- Ô vie heureuse des bourgeois ! Qu'avril bourgeonne
- Ou que décembre gèle, ils sont fiers et contents.
- Ce pigeon est aimé trois jours par sa pigeonne
- Ça lui suffit, il sait que l'amour n'a qu'un
temps.
-
- Ce dindon a toujours béni sa destinée.
- Et quand vient le moment de mourir il faut voir
- Cette jeune oie en pleurs : "C'est là que je suis
née,
- Je meurs près de ma mère et j'ai fait mon devoir."
-
- Elle a fait son devoir c'est à dire que oncques
- Elle n'eut de souhait impossible, elle n'eut
- Aucun rêve de lune, aucun désir de jonque
- L'emportant sans rameur sur un fleuve inconnu.
-
- Et tous sont ainsi faits, vivre la même vie
- Toujours pour ces gens là cela n'est point hideux.
- Ce canard n'a qu'un bec et n'eut jamais envie
- Ou de n'en plus avoir ou bien d'en avoir deux.
-
- Ils n'ont aucun besoin de baiser sur les lèvres
- Et, loin des songes vains, loin des soucis
cuisants,
- Possèdent pour tout coeur un viscère sans fièvre,
- Un coucou régulier et garanti dix ans !
-
- Ô les gens bienheureux !... Tout à coup, dans
l'espace,
- Si haut qu'il semble aller lentement, un grand vol
- En forme de triangle arrive, plane et passe.
- Où vont-ils ? Qui sont-ils ? Comme ils sont loin
du sol !
-
- Regardez les passer! Eux ce sont les sauvages,
- Ils vont où leur désir le veut : par dessus monts
- Et bois, et mers, et vents, et loin des
esclavages.
- L'air qu'ils boivent ferait éclater vos poumons.
-
- Regardez-les ! Avant d'atteindre sa chimère,
- Plus d'un, l'aile rompue et du sang plein les
yeux,
- Mourra.
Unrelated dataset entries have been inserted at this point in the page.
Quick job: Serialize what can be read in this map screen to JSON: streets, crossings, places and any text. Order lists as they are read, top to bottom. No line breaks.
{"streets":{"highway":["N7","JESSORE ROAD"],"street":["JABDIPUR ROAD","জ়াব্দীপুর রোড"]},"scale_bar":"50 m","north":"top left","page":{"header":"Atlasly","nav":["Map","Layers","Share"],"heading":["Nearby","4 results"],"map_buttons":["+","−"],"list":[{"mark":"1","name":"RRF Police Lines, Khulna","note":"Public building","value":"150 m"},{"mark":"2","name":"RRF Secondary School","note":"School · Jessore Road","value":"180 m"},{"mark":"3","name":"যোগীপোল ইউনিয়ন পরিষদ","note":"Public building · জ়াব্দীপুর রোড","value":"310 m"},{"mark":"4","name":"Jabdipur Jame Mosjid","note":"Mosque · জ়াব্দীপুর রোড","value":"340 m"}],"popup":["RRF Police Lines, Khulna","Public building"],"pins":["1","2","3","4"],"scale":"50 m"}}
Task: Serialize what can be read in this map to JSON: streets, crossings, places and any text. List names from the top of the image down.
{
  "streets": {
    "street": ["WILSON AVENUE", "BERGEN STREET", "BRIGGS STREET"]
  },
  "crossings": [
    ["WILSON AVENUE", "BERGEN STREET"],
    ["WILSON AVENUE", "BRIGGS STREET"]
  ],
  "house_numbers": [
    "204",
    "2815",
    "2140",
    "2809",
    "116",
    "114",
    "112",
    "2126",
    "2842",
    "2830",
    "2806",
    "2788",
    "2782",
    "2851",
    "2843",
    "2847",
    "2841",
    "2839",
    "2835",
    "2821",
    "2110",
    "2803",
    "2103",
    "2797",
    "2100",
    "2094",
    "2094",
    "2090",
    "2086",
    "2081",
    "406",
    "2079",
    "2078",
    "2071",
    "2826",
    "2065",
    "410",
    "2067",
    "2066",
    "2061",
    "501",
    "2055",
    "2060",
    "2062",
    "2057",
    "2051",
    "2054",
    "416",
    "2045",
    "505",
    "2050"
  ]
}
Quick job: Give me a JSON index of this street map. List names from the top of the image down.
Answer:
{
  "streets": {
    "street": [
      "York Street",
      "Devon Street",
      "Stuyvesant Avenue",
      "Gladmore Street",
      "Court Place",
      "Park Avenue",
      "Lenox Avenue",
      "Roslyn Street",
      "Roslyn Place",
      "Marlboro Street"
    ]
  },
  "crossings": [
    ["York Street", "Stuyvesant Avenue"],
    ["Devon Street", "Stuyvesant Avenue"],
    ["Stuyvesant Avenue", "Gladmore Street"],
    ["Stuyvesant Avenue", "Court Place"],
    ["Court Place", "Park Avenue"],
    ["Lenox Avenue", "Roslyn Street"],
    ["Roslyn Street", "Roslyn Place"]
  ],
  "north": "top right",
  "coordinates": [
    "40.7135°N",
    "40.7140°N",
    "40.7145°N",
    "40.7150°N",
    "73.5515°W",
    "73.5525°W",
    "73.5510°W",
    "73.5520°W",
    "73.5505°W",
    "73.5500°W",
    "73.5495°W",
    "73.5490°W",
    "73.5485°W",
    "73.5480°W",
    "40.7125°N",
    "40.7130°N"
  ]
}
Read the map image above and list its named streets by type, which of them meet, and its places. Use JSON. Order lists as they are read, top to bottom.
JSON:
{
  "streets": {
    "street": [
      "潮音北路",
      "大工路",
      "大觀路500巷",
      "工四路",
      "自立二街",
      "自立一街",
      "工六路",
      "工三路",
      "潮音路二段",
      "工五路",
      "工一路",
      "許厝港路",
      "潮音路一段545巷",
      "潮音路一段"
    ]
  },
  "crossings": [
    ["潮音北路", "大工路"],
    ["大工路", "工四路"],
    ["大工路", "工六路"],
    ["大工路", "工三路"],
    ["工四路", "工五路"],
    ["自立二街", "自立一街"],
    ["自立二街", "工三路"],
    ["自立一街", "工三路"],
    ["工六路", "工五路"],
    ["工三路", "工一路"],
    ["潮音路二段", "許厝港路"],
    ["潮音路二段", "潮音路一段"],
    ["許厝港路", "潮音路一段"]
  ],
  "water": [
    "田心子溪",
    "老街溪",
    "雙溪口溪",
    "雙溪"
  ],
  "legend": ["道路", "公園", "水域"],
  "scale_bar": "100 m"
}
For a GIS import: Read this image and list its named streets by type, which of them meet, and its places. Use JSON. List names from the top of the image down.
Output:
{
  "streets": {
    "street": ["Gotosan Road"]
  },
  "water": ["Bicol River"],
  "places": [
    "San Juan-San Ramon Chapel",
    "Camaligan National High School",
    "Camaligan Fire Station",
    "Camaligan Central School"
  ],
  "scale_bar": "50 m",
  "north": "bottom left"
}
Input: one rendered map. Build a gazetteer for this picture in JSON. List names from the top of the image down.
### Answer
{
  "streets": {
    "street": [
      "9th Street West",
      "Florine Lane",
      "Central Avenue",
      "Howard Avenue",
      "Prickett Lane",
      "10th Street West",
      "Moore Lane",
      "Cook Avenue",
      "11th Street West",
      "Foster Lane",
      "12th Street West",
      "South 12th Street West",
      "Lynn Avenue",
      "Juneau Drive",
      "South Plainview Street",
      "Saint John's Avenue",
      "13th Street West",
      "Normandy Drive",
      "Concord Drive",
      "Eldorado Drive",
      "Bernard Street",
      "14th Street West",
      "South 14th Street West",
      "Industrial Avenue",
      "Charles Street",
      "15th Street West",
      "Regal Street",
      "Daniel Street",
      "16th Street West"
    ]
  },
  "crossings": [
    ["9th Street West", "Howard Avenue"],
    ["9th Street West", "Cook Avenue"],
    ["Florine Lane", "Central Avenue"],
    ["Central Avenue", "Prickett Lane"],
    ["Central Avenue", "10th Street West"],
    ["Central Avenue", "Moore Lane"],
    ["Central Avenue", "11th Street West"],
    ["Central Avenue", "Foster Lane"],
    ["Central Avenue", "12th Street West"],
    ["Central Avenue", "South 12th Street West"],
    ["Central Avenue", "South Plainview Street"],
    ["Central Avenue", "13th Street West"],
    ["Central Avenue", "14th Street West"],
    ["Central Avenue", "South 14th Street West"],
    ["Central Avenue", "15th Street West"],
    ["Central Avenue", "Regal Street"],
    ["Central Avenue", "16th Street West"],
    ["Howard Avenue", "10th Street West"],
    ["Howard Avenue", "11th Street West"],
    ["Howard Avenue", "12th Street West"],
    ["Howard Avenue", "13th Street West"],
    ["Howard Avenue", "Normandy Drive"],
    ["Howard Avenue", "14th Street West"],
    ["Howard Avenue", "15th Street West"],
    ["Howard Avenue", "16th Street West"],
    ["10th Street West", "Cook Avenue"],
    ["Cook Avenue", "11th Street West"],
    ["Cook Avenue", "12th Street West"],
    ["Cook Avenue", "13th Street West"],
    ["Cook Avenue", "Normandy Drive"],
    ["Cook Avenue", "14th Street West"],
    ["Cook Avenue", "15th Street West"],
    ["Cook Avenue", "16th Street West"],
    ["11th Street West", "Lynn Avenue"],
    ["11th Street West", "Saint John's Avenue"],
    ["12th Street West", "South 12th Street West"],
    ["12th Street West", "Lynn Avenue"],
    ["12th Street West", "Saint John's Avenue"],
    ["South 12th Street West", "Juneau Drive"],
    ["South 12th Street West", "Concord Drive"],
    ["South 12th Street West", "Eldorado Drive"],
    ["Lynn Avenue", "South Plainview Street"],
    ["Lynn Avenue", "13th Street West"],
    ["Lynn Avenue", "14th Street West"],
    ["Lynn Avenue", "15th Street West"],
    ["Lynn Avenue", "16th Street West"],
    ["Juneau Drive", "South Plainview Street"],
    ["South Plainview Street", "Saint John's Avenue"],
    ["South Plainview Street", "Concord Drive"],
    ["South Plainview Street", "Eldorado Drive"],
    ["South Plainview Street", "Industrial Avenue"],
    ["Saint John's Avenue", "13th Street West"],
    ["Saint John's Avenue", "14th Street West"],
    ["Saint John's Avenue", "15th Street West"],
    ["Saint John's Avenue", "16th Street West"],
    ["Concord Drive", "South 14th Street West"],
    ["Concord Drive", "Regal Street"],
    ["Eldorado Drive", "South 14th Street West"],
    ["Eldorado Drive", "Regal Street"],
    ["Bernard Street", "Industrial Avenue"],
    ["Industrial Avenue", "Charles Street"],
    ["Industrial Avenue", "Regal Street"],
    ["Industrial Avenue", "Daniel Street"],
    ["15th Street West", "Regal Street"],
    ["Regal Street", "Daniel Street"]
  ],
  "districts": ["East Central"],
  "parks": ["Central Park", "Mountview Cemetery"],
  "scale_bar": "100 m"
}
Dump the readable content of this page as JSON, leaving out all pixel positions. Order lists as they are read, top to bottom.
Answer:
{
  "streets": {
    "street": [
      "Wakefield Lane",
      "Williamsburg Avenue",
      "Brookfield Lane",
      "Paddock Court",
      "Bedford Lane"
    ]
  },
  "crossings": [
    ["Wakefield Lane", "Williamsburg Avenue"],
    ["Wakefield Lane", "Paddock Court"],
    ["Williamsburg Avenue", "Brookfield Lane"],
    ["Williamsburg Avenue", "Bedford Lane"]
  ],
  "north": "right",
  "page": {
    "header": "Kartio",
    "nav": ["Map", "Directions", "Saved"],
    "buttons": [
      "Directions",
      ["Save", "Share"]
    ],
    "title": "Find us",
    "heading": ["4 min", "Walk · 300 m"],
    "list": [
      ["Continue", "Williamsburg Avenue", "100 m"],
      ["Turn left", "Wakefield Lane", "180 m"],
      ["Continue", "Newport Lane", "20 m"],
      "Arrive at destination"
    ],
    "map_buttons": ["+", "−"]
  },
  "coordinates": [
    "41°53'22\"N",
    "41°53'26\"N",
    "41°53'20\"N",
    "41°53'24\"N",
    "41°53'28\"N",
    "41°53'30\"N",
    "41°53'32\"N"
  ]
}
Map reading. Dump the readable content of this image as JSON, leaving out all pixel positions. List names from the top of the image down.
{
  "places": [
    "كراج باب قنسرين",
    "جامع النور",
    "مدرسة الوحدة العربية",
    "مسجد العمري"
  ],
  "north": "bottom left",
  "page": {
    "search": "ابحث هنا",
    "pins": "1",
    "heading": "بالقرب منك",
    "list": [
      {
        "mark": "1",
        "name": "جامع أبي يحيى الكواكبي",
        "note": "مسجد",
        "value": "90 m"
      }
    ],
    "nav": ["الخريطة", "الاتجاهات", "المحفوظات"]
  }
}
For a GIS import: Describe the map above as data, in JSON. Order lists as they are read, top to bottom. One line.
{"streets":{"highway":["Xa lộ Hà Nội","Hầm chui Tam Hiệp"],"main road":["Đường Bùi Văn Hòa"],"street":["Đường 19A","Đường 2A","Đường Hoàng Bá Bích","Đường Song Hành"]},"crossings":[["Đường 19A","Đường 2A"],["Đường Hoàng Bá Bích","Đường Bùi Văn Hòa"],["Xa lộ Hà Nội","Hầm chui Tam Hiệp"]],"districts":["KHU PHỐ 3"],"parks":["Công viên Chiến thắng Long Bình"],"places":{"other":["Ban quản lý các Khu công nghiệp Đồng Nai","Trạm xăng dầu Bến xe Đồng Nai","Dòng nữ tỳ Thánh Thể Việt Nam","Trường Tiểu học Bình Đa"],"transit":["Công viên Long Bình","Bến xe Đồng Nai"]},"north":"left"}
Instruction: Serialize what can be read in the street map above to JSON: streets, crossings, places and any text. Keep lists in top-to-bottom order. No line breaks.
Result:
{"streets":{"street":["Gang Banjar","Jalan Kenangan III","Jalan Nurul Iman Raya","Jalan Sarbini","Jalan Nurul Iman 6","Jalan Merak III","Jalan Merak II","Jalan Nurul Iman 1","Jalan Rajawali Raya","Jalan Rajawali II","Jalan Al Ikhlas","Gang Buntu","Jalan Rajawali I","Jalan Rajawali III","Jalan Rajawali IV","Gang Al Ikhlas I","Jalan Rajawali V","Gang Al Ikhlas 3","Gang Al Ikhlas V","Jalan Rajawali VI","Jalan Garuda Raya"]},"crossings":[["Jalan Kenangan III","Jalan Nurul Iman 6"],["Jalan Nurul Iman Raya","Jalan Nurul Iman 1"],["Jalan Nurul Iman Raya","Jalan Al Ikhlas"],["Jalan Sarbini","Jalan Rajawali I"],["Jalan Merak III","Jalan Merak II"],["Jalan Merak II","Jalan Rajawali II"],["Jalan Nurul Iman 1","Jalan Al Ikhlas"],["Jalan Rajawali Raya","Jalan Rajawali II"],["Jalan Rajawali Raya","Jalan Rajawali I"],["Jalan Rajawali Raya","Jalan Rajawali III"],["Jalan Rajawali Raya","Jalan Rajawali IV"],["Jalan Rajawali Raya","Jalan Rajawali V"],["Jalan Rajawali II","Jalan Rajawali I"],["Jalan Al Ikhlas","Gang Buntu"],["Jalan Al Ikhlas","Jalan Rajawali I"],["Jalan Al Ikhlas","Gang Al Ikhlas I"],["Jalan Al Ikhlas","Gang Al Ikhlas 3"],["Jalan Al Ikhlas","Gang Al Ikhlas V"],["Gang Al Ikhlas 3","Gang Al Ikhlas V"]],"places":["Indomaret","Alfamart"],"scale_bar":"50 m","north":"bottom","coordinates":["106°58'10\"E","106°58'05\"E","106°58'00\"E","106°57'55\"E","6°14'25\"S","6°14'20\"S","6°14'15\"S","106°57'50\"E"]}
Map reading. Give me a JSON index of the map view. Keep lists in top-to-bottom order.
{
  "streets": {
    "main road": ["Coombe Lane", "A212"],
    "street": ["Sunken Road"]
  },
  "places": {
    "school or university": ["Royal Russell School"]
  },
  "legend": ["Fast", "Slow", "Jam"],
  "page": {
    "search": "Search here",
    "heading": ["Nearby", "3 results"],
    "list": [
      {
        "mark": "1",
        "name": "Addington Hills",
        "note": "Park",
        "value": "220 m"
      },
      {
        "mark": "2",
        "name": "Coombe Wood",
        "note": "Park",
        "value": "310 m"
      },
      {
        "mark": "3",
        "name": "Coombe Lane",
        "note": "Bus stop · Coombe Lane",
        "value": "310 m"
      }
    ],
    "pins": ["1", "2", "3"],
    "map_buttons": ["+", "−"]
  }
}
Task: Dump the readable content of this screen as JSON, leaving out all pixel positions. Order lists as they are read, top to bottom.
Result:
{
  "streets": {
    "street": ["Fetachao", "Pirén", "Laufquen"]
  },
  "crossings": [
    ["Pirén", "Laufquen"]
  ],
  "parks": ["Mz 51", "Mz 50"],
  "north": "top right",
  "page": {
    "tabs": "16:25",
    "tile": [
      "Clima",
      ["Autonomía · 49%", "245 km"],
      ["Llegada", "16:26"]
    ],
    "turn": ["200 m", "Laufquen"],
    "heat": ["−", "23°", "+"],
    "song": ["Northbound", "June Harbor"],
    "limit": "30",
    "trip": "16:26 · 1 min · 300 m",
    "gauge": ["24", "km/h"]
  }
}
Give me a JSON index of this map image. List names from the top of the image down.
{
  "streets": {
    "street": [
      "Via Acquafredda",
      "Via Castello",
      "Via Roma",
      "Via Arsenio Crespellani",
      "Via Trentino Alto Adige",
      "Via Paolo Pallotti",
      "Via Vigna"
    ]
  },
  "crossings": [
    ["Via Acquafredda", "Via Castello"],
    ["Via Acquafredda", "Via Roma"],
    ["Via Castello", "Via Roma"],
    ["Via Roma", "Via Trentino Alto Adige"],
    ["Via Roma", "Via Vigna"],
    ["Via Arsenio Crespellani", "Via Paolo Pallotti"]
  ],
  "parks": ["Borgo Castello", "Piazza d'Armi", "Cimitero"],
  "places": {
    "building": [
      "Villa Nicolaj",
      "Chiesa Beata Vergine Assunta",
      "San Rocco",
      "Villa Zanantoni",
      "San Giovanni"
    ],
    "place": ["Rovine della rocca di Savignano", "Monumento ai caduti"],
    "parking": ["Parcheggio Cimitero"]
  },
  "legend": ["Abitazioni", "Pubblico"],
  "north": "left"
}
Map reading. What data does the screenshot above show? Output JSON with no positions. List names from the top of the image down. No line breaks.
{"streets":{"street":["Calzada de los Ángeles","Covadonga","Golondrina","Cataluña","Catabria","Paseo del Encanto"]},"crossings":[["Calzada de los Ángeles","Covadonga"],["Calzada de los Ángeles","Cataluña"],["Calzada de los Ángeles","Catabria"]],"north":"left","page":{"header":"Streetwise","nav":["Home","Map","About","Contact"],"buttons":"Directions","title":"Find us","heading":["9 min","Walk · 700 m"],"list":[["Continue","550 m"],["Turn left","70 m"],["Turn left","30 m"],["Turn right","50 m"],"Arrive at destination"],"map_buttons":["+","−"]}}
Ces pauvres gens ont aussi femme et mère
- Et savent les aimer aussi bien que vous, mieux.
-
- Pour choyer cette femme et nourrir cette mère,
- Ils pouvaient devenir volailles comme vous.
- Mais ils sont avant tout des fils de la chimère,
- Des assoiffés d'azur, des poètes, des fous.
-
- Regardez-les, vieux coq, jeune oie édifiante !
- Rien de vous ne pourra monter aussi haut qu'eux.
- Et le peu qui viendra d'eux à vous, c'est leur
fiente.
- Les bourgeois sont troublés de voir passer les
gueux.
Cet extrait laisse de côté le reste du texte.